Но в этом же языке, при незаметном малом сдвиге привычного сочетания слов мы встречаем:
— так необходимо по устройству жизни;
— помогает обороту жизни;
— от них пользуется в разных отношениях, — (нет ли здесь уже корней платоновского синтаксиса? Он ведь не на пустом месте вырос).
А иногда в мещанском этом языке просверкнёт и подлинно народное:
— на разжиг пошло; — шустротба;
— мне Господь за это причтёт; — с примостью;
— не на лбу гвозди гнуть; — србыву (наречие).
И каково общее рассуждение о повадках и обхождении лакея! (гл. XI)

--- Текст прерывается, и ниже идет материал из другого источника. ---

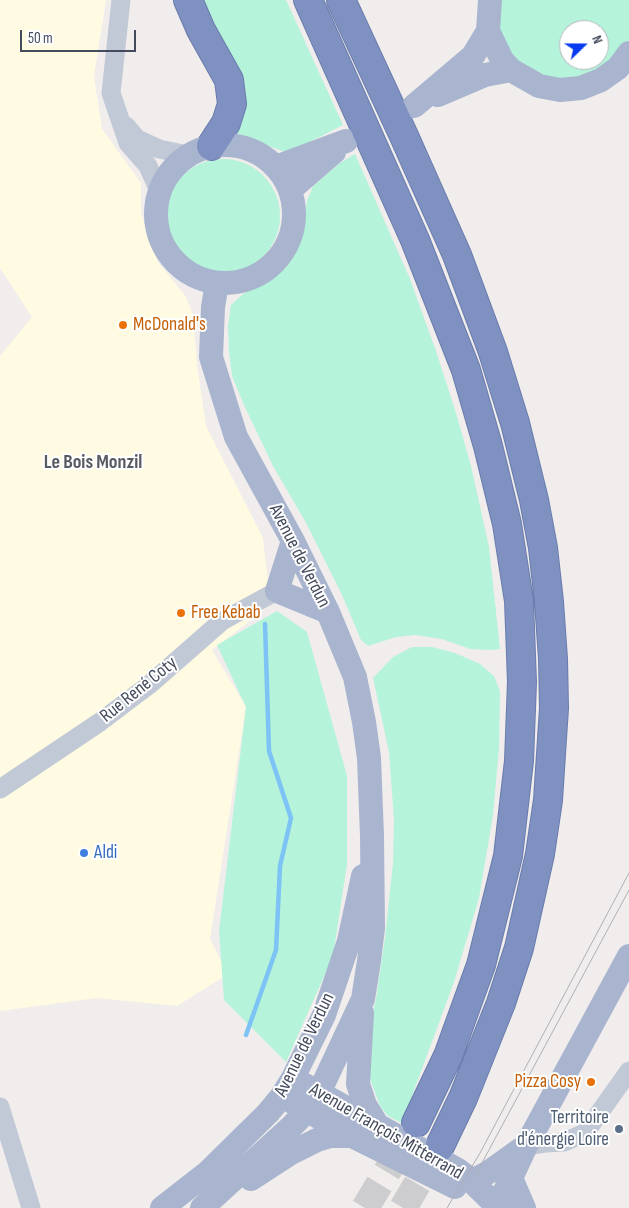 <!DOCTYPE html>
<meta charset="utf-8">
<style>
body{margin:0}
#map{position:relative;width:629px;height:1208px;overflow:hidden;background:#f0edec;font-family:"Sofia Sans Condensed",sans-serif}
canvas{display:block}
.north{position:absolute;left:559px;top:20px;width:50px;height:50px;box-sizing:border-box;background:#fff;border:1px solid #b4b7be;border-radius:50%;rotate:68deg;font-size:14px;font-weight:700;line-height:20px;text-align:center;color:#434b5c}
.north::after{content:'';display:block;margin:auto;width:18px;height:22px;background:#063bef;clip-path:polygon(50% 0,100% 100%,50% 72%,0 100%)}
.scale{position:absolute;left:20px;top:30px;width:116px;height:22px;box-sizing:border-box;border:2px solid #434b5c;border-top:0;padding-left:6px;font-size:15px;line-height:18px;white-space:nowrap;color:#434b5c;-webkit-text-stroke:4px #fff;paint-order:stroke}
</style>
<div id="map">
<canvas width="629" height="1208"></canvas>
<div class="north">N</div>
<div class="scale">50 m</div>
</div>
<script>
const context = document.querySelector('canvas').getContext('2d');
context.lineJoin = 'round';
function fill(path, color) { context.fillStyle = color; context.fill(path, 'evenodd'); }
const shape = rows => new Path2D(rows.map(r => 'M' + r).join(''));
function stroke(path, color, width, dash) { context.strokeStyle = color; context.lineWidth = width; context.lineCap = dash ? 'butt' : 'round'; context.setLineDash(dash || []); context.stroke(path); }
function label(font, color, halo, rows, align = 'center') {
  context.font = font + ' "Sofia Sans Condensed",sans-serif'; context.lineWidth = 4; context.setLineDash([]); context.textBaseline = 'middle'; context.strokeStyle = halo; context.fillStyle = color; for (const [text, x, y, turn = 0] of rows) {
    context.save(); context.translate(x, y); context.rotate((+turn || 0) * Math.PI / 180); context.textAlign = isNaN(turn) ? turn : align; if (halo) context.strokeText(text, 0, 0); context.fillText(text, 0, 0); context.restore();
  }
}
fill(shape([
 [0,0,106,0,94,76,102,129,141,183,141,213,158,262,186,297,193,315,197,364,206,426,263,538,267,573,273,603,212,650,246,707,210,939,228,974,177,1006,97,998,0,1011,0,356,32,317,0,268]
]), '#fefbe2');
fill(shape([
 [196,0,286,0,343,125,290,152,282,151,230,131],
 [496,0,629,0,629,40,620,56,604,72,562,84,520,68,496,28],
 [569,30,599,30,599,60,569,60],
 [355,154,410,279,436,351,456,413,471,466,489,547,500,649,491,650,470,649,442,639,415,635,396,637,368,646,361,640,342,595,305,521,273,466,244,405,232,376,229,352,228,326,231,305,243,294,274,277,289,260,300,242,307,201,313,186,340,163],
 '166 216a57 57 0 1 1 114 0a57 57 0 1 1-114 0Z',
 [277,611,307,632,347,776,347,864,333,956,286,1062,224,1000,219,931,246,707,217,645],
 [412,647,432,647,455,653,480,664,494,676,500,691,499,748,493,815,479,898,454,982,402,1123,388,1116,380,1106,368,1073,366,1041,376,999,385,938,393,863,394,820,389,752,373,678,393,657]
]), '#b5f3da');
stroke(shape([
 [246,1035,276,950,280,866,291,818,269,751,265,624]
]), '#7dc3f5', 4.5);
stroke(shape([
 [365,1208,408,1137],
 [403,1208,438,1149]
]), '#cdcdcf', 28, [28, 14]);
const highway = shape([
 [188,0,201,30,229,80,232,104,226,123,211,146],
 [308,0,415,240,466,370,488,446,507,524,519,601,522,682,519,761,508,856,481,965,448,1056,416,1123],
 [341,0,404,136,457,255,493,352,515,423,534,500,543,548,549,602,553,659,554,708,548,800,540,854,519,948,501,1003,463,1098,439,1148]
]);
stroke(highway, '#6a7cad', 30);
stroke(shape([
 [121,0,111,93,128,143,148,166,159,191],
 [126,126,137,139,159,149,188,155],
 [0,789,100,722,149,685,222,621,277,591],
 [0,1107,31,1208],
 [526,1146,545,1143,564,1142,585,1133,629,1071]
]), '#c1c8d6', 19);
stroke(shape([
 [490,0,488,31,502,60,511,70,539,86,560,90,581,88,601,80,618,68,629,53],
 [438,95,485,75,511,70],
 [414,106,473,56,488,31],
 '156 214a69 69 0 1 1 138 0a69 69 0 1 1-138 0Z',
 [276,167,346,141],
 [290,190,334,152],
 [293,541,277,591,328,612],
 [362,1013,358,1084,365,1105,378,1126],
 [305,1085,458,1170,466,1176,499,1208],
 [294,1103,352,1136,455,1187],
 [511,1178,524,1208],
 [251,1179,291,1153,317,1140,330,1136,352,1136],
 [472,1181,489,1172,524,1147],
 [162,1208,207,1173,268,1113,282,1096,293,1078,324,1015,349,941,363,876],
 [202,1208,292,1126,307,1111,319,1093,363,999,369,961,373,928,372,836,369,758,364,722,355,677,328,612,293,541,236,437,211,357,213,307,217,283],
 [497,1208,526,1146,629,956]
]), '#a9b4cf', 24);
stroke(highway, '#7e91c1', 28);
stroke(shape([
 [476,1174,629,890],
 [447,1208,480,1153,629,873]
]), '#aeafb8', 1);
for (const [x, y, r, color] of [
 [123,325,5,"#e8710a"],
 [181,613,5,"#e8710a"],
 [84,853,5,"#3f7fe0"],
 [591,1082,5,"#e8710a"],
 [619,1129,5,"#5c6f8a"]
]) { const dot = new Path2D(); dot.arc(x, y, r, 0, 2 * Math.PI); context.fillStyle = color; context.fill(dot); stroke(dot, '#fff', 2); }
label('19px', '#c56008', '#fff', [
 ["McDonald's",133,325],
 ["Free Kebab",191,613],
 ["Pizza Cosy",581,1082,"right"]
], 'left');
label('19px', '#434b5c', '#fff', [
 ["Avenue de Verdun",299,556,63],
 ["Rue René Coty",139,690,-39],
 ["Avenue de Verdun",305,1045,-64],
 ["Avenue François Mitterrand",386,1132,30]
]);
label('19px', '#366cbe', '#fff', [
 ["Aldi",94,853]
], 'left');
label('19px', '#4e5e75', '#fff', [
 ["Territoire",609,1118],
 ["d'énergie Loire",609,1140]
], 'right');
label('bold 20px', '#585b62', '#fff', [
 ["Le Bois Monzil",93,463]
]);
</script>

И — плотный быт ресторанный, и названия изощрённых блюд — верен быту, не соврёт. Хватка у него — большого писателя.
Впрочем и тут к освобожденчеству уже не без лёгкой насмешки: “Как много оказалось людей за народ и даже со средствами! Ах, как говорили! Обносишь их блюдами и слушаешь! А как к шампанскому дело, очень сердечно отзывались”. Или: “Одна так-то всё про то, как в подвалах обитают, и жалилась, что надо прекратить, а сама-то рябчика в белом вине так и лущит, так это ножичком-то по рябчику как на скрипочке играет”.
Задумывается и вглубь: “Так поспешно и бойко стало в жизни, что нет и времени понять как следует”. По этой линии Шмелёву ещё много предстоит в будущем.
“Росстани” (1913). А вот это — уже проступает будущий сложившийся Шмелёв: величественно-медленный ход старика к смерти, без метаний, без терзаний, лишь с тоскою. И всё описано — с готовностью, покорностью и даже вкусом к смерти, очень православно. Весь дух повести — приятен. (Хотя она явно перезатянута.)
Эти травяные улицы, по которым почти не ездят. “Куковала кукушка чистым, точно омытым в дожде голоском”. Ветхие деревья, похожие на стариков. Вот утренний рёв коров — может быть последние голоса, которые Данила Степаныч слышит. “Оставил он в прошлом все отличавшие его от прочих людей черты, оставил временное, и теперь близкое вечному начинало проступать в нём”.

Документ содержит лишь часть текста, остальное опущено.